Ricardo Cerqueira, a mid-level manager at a telecommunications company in Portugal, got involved with the project after being promoted to a management position.
"I missed getting my hands dirty," says Cerqueira, who had worked as an engineer before. Now, CyanogenMod is a major part of his life.
"Right now, I'm in charge of four or five different devices," says Ricardo Cerqueira. "When Gingerbread [Android OS 2.3] came out, I barely slept for days."
The Future of the Hack
Ultimately, CyanogenMod aspires to be more than just a software mod.
"I think one of our biggest dreams is to see a phone ship with Cyanogen on it," says Soyars.
But pairing the software with a phone is no easy task. First, CyanogenMod would have to pass the tests required by Google's certification program in order to bundle Google's proprietary apps - Gmail, Calendar, etc. - on the phone.
CyanogenMod initially tried bundling the apps in its software, but Google slapped the group with a cease and desist letter, barring the team from producing any further versions or distributing its software until the two parties settled.
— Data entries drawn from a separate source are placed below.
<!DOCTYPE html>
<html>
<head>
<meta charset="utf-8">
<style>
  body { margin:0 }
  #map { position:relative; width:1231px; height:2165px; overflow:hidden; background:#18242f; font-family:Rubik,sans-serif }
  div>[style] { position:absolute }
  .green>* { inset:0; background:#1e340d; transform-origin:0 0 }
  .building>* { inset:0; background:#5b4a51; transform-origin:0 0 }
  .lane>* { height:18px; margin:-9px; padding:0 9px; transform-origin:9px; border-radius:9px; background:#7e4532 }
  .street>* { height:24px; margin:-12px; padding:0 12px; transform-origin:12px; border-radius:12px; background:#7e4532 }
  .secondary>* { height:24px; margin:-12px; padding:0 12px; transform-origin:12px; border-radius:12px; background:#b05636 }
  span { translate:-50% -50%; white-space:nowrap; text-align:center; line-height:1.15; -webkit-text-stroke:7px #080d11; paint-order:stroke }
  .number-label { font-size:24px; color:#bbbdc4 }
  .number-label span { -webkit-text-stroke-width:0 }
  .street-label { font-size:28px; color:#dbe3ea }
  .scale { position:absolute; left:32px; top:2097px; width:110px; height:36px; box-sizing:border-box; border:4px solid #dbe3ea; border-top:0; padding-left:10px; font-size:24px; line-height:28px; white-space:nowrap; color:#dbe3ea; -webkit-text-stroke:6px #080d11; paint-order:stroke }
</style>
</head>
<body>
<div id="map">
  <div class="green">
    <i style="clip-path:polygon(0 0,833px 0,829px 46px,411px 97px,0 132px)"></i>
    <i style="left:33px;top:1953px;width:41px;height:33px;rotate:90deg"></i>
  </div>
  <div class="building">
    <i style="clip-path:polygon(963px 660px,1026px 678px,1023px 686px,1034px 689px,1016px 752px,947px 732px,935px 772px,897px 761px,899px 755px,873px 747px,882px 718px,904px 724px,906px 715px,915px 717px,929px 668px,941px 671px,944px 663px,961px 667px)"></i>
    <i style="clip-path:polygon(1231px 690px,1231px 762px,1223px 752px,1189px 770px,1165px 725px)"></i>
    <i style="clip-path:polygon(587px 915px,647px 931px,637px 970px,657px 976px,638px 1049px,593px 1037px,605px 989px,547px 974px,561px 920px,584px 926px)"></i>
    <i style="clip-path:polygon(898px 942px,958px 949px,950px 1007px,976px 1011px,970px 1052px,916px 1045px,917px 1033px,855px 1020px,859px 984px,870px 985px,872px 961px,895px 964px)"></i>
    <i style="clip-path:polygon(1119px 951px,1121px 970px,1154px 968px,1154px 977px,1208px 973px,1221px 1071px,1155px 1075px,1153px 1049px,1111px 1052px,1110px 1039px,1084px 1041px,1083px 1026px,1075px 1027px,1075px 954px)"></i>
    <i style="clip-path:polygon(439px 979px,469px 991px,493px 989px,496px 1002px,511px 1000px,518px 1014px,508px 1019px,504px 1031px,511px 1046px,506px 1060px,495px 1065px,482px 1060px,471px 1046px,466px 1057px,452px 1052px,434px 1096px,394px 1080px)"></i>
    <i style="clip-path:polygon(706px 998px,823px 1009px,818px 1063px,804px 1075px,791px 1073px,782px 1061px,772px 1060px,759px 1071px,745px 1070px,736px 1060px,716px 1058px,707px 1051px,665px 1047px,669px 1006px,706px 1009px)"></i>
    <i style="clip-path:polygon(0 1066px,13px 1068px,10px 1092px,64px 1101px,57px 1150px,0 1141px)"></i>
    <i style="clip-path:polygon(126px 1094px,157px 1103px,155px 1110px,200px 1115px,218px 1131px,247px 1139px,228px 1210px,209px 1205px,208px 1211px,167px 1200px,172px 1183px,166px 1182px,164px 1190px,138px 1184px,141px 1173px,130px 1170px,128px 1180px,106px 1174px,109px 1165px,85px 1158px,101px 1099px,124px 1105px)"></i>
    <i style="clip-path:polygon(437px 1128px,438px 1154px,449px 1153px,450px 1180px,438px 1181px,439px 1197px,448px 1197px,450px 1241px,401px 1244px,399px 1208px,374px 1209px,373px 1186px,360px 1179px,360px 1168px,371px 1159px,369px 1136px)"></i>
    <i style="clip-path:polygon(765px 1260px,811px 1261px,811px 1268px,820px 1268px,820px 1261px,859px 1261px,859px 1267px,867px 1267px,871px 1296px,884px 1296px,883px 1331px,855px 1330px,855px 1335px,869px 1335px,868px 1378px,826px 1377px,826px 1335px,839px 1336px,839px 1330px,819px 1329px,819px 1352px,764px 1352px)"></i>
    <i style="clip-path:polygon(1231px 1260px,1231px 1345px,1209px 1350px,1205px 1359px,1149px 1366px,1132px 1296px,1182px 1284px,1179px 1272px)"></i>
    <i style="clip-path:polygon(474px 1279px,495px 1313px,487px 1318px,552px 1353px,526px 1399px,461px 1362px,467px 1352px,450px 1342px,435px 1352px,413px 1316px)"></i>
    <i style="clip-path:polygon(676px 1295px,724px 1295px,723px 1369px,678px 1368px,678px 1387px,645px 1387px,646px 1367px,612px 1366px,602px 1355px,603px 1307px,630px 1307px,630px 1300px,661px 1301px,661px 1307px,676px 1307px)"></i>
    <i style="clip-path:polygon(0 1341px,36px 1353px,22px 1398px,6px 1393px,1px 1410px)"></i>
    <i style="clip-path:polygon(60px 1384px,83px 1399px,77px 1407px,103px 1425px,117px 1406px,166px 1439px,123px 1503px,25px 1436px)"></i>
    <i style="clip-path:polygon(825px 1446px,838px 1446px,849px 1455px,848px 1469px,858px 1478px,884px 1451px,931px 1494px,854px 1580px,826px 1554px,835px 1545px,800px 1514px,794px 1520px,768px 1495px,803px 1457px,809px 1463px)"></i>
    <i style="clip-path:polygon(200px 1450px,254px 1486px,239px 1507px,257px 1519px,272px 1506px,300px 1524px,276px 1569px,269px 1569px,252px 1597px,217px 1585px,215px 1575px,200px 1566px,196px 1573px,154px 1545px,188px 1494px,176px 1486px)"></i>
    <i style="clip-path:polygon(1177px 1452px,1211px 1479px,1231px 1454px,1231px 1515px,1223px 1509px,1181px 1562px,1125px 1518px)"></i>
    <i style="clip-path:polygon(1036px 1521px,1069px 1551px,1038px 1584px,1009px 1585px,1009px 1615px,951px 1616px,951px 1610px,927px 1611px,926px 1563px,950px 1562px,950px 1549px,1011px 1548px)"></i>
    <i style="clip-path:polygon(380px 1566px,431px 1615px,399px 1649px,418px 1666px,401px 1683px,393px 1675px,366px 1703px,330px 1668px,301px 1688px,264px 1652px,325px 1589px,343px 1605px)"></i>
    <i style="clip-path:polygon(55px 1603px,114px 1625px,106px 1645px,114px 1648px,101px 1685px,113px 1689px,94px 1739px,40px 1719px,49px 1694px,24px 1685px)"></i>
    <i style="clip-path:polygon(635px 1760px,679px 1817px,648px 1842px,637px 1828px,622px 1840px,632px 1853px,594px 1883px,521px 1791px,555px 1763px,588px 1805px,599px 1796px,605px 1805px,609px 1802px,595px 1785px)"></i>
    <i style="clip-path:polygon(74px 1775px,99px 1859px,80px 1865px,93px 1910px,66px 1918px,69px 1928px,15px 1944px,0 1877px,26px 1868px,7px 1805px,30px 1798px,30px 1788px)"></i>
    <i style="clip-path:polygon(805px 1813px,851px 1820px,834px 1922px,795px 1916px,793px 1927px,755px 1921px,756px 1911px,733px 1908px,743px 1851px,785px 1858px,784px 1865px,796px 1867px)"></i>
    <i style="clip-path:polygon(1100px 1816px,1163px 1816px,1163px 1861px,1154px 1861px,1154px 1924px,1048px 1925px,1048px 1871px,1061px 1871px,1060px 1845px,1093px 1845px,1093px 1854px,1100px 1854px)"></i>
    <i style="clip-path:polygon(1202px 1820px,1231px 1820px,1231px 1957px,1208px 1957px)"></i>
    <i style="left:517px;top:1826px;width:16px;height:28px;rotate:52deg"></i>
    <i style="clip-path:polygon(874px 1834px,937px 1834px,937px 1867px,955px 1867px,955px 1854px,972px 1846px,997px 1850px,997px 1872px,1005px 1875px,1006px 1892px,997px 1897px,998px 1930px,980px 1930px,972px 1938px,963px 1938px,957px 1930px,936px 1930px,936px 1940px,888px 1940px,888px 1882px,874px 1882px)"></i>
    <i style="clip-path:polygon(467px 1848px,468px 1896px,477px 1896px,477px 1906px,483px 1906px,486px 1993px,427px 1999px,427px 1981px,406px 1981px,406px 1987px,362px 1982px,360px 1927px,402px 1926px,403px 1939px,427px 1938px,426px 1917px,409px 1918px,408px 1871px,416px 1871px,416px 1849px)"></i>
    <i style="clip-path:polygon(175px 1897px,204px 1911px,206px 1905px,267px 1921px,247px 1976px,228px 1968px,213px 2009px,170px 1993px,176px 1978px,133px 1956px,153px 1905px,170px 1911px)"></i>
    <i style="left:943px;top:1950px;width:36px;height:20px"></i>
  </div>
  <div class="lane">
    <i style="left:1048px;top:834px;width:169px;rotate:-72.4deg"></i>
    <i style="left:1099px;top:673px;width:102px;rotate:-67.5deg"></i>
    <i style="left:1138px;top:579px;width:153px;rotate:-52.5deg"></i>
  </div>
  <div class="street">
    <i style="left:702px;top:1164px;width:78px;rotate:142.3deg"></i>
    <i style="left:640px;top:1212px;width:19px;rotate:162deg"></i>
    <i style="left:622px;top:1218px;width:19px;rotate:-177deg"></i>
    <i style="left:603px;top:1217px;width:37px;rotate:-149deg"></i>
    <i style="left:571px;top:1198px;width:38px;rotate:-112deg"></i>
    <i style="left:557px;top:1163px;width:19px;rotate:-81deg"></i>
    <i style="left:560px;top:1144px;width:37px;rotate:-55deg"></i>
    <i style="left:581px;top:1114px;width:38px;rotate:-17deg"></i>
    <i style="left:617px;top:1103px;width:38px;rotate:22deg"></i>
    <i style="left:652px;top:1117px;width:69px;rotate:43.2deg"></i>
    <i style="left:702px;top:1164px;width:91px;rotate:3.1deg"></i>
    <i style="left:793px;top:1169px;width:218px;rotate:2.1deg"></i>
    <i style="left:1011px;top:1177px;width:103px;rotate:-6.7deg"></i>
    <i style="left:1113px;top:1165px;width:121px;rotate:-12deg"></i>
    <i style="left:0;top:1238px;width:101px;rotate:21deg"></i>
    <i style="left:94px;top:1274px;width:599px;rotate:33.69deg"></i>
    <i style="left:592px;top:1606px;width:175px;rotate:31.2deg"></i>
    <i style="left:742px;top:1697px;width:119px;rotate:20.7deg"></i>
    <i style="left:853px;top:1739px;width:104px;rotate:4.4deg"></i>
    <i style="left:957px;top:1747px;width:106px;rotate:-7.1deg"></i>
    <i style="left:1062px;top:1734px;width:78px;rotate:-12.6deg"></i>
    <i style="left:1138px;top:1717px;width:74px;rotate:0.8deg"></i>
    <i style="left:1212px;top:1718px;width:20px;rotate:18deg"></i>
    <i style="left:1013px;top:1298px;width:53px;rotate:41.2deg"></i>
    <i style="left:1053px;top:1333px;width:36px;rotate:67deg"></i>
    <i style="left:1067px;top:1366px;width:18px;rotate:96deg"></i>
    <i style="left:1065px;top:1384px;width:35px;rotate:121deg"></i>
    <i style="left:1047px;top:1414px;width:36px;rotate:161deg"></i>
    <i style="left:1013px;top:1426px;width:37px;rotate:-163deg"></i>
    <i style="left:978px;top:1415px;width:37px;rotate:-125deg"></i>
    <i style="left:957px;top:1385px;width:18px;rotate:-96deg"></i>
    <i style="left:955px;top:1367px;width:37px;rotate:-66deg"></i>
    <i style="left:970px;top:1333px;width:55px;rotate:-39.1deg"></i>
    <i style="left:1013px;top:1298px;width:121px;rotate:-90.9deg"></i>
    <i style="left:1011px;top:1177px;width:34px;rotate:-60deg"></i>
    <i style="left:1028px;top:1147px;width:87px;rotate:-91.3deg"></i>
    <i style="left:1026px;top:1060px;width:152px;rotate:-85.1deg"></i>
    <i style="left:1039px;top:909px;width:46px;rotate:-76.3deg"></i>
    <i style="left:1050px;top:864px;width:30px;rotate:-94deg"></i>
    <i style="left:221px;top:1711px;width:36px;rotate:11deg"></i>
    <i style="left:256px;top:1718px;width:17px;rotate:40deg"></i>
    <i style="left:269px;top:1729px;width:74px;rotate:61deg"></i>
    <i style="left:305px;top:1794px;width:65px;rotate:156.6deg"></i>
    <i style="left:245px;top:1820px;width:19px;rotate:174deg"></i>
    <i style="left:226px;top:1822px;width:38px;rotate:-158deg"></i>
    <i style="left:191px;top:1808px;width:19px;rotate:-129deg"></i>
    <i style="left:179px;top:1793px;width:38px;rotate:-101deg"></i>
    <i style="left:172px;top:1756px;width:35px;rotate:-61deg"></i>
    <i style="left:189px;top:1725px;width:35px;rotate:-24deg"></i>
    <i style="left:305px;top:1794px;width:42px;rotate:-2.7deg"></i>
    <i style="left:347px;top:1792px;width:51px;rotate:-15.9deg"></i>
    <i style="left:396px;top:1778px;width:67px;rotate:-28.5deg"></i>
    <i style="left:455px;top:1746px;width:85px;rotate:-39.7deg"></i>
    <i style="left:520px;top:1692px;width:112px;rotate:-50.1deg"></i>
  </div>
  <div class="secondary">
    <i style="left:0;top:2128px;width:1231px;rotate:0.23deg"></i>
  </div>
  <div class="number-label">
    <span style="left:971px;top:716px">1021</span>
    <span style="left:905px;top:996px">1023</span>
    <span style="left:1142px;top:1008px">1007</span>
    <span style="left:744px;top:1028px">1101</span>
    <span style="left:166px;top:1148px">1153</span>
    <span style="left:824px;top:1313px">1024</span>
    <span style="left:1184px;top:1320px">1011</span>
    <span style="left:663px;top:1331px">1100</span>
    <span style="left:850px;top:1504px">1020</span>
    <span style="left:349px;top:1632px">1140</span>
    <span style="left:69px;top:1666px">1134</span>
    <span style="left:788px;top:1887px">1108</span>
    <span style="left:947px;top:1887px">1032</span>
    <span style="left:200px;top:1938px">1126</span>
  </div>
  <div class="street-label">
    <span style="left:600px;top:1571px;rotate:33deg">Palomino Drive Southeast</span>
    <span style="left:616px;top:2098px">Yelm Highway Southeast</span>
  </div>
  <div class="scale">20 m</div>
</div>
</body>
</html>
Kondik eventually dropped Google's apps from inclusion in the CyanogenMod download, although obtaining those apps after installing the mod is as easy as going to the Android Market.
Google declined to comment on this story.
The group would also need a willing hardware manufacturer to partner up with. The Geeksphone is one tantalizing option. Based in Spain, the company offers a prerooted device straight out of the box. But Geeksphone is still a small enterprise, miniscule in comparison to the hardware giants that currently dominate the industry.
And third, says Kondik, "to get anything like this off the ground, you have to be partnered with a carrier. And how do you do that unless you're one of the giants, like LG or HTC?"
While its following is impressive, it's likely CyanogenMod won't grow into a giant.
"The mainstream consumer isn't at all interested in this," says Al Hilwa, mobile platform analyst at research firm IDC. "However large a group they are, I can't imagine it being more than 5 percent of the market."
But it was never about the money, anyway. Virtually all of the team members have day jobs. Kondik says it's difficult to manage the time spent on CyanogenMod and his actual paid work.
"There are donations here and there," says Soyars, "but there's no real way to monetize this."
In the end, it's about a love of tweaking code, figuring out how things work, and making them work your way.